Hierarchical Adaptive Feature Extraction-Based Gas Path Fault Diagnosis for Aero-Engine

  1. Key Laboratory for Power Machinery and Engineering of the Ministry of Education, Shanghai Jiao Tong University, Shanghai 200240, China

摘要: 针对现有数据驱动的航空发动机气路故障诊断技术精度有待提升以及算法可解释性存在不足的问题,提出了一种融合发动机专家知识的深度图神经网络(KD-DeepGNN)算法,并通过搭建的JT9D发动机仿真平台生成运行数据用于模型的训练和验证。采用气路分析法对各部件衰退计算过程涉及的相关征兆量进行分析以划分传感器空间,并综合考虑各部件之间的气路联系和传动关系实现图结构的表征和生成。在此基础上,通过堆叠图卷积模块及设置分层池化层自适应提取数据中的故障特征信息,进一步提升了算法在复杂环境和工况条件下的故障诊断精度和泛化能力。研究表明,所提出的方法在测试集上的故障分类精度均可达97%以上,且对比现有方法精度提升至少2.2%。

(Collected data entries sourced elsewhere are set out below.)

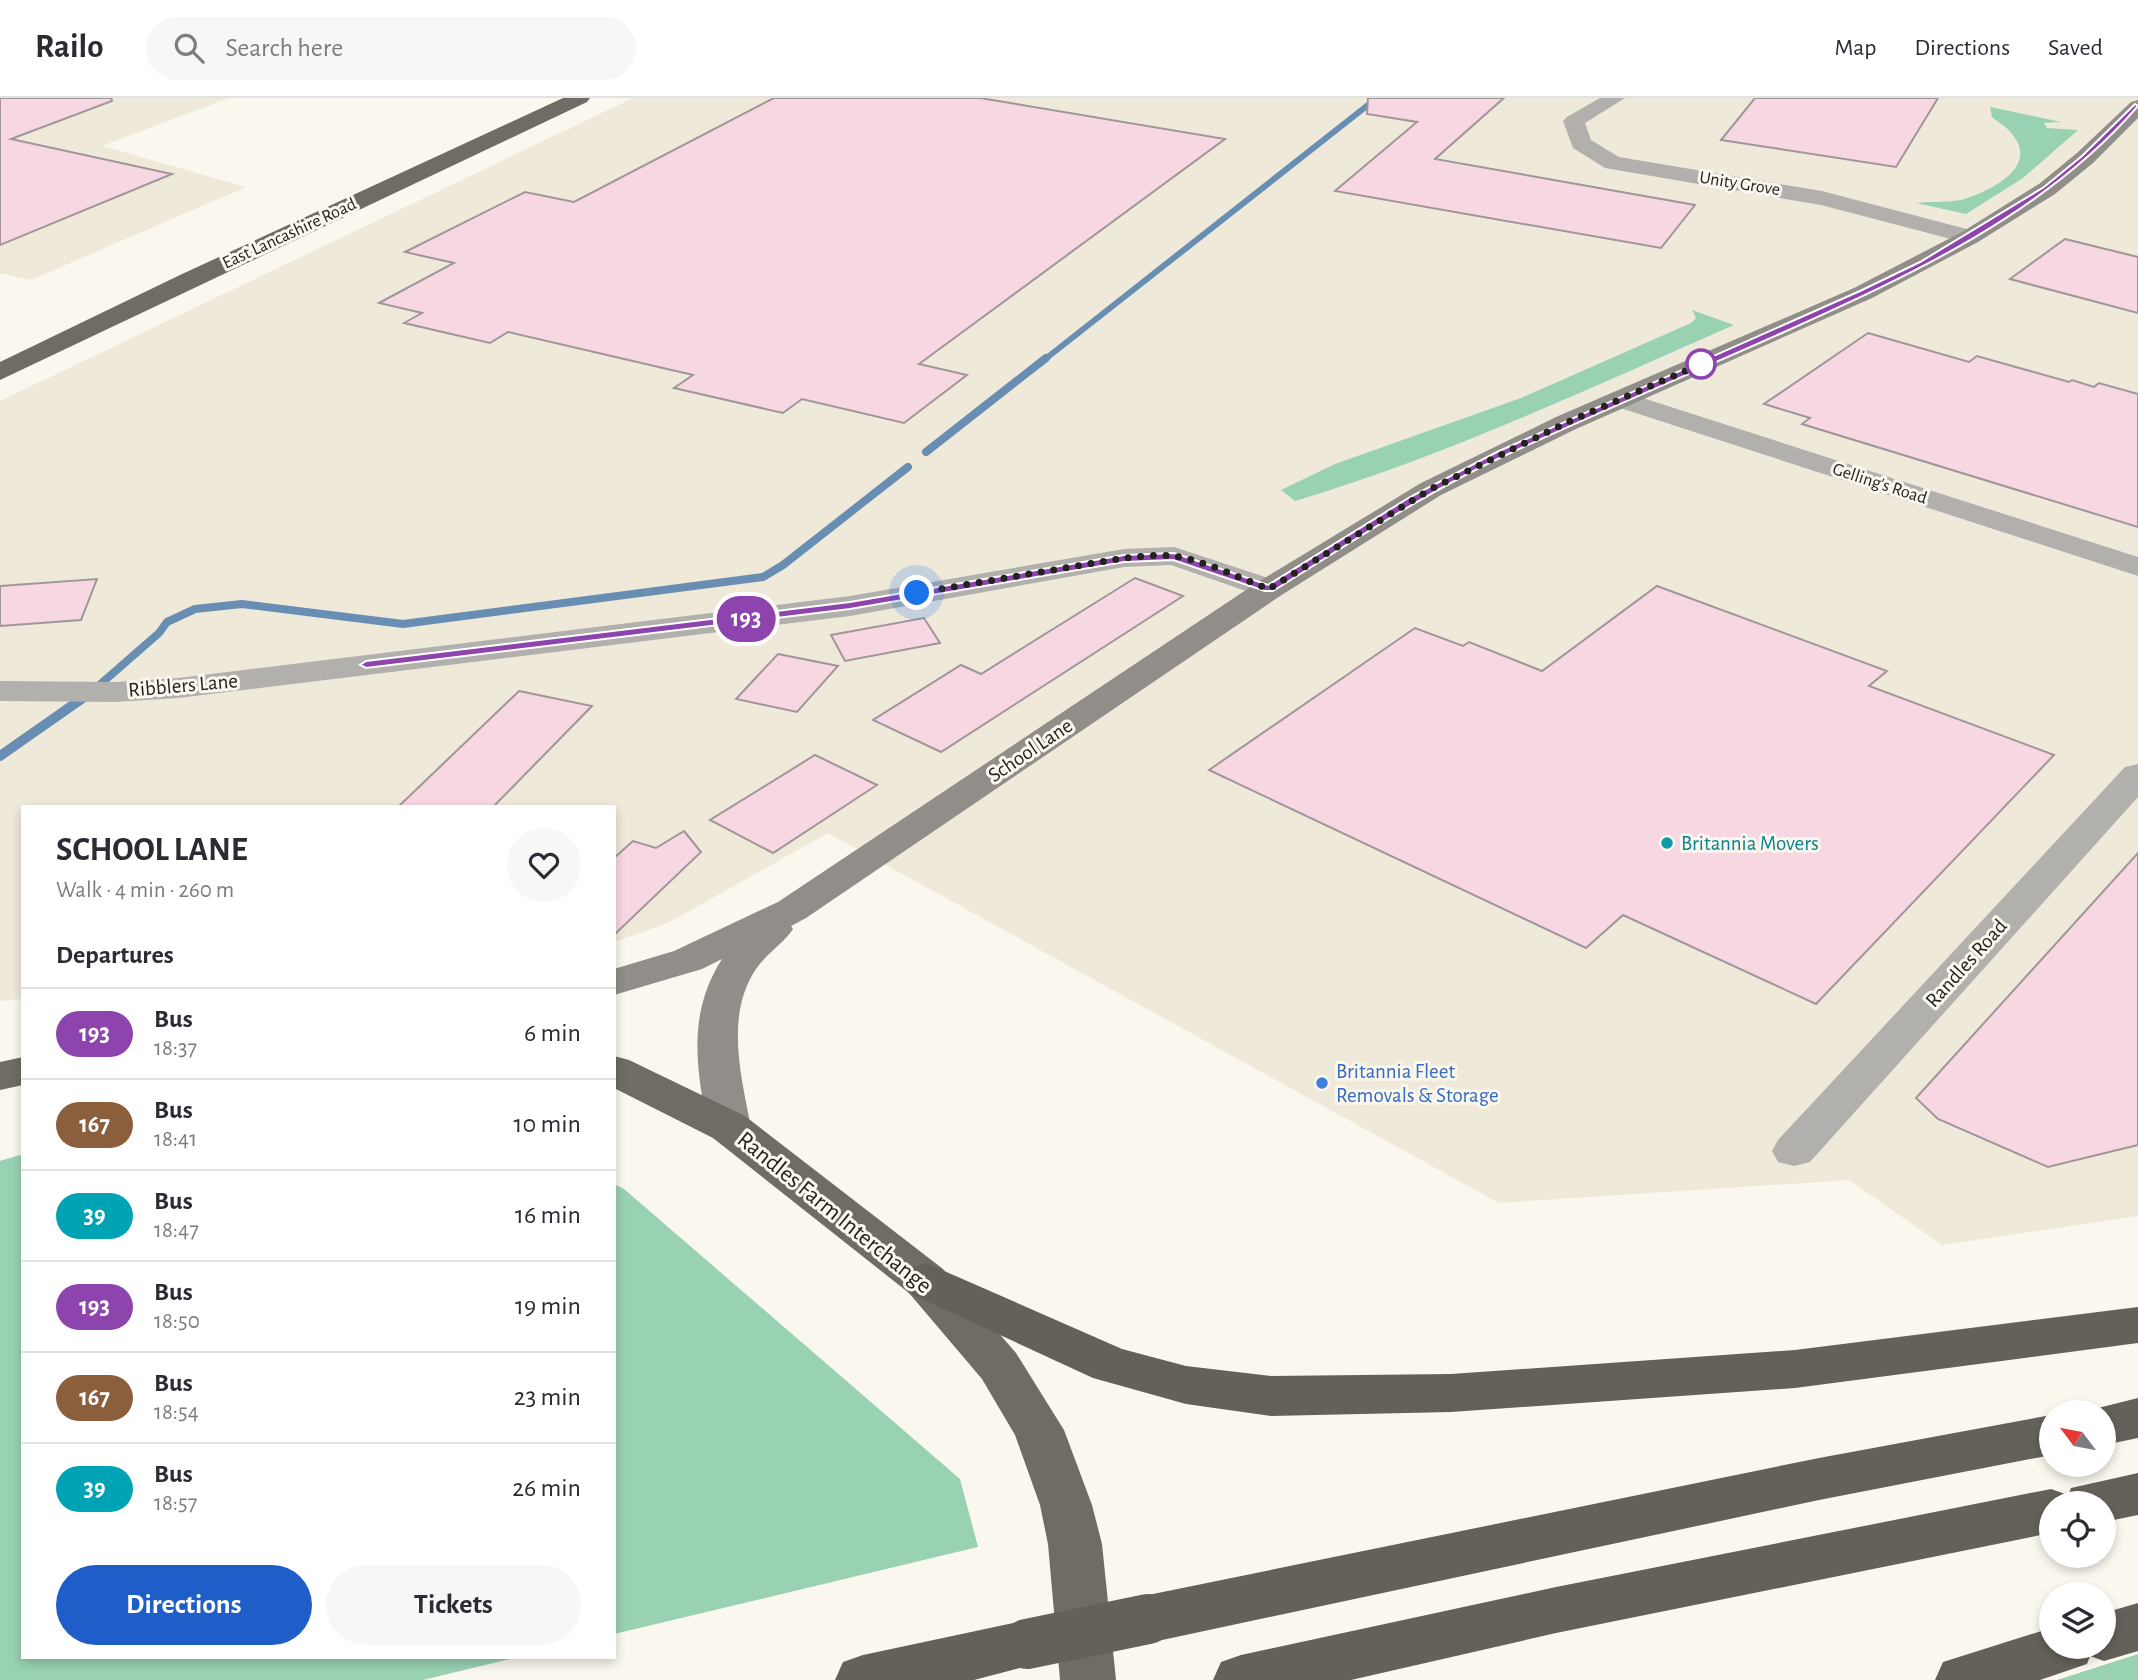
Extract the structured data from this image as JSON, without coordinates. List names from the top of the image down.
{
  "streets": {
    "highway": ["East Lancashire Road", "Randles Farm Interchange"],
    "main road": ["School Lane"],
    "street": [
      "Unity Grove",
      "Gelling's Road",
      "Ribblers Lane",
      "Randles Road"
    ]
  },
  "crossings": [
    ["Unity Grove", "School Lane"],
    ["Gelling's Road", "School Lane"],
    ["Ribblers Lane", "School Lane"],
    ["School Lane", "Randles Farm Interchange"]
  ],
  "places": ["Britannia Movers", "Britannia Fleet Removals & Storage"],
  "lines": ["bus line 193"],
  "north": "top left",
  "page": {
    "header": "Railo",
    "search": "Search here",
    "nav": ["Map", "Directions", "Saved"],
    "on_map": "193",
    "heading": [
      ["SCHOOL LANE", "Walk · 4 min · 260 m"],
      "Departures"
    ],
    "list": [
      {
        "mark": "193",
        "name": "Bus",
        "note": "18:37",
        "value": "6 min"
      },
      {
        "mark": "167",
        "name": "Bus",
        "note": "18:41",
        "value": "10 min"
      },
      {
        "mark": "39",
        "name": "Bus",
        "note": "18:47",
        "value": "16 min"
      },
      {
        "mark": "193",
        "name": "Bus",
        "note": "18:50",
        "value": "19 min"
      },
      {
        "mark": "167",
        "name": "Bus",
        "note": "18:54",
        "value": "23 min"
      },
      {
        "mark": "39",
        "name": "Bus",
        "note": "18:57",
        "value": "26 min"
      }
    ],
    "buttons": ["Directions", "Tickets"]
  }
}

关键词: 航空发动机, 气路故障诊断, 图神经网络, 图分类

Abstract: To address the issues of insufficient diagnostic accuracy and poor interpretability in existing data-driven gas path fault diagnosis techniques for aircraft engines, a knowledge driven deep graph neural network (KD-DeepGNN) algorithm is proposed, which integrates expert knowledge of engines. The JT9D engine simulation platform was developed to generate operational data for the training and validation of the algorithm. Gas path analysis was employed to analyze the relevant symptoms involved in the degradation calculation of each component, thereby partitioning the sensor space. The graph structure was characterized and generated by comprehensively considering the gas path connections and transmission relationships between rotational components. On this basis, the algorithm uses stacked graph convolutional modules and hierarchical graph pooling to adaptively extract degradation feature information from the data, thereby enhancing the fault diagnosis accuracy and generalization capability of the algorithm under complex environments and operating conditions. The study demonstrates that the proposed model achieves a fault classification accuracy of over 97% on the test sets, with an improvement of at least 2.2% compared to existing methods.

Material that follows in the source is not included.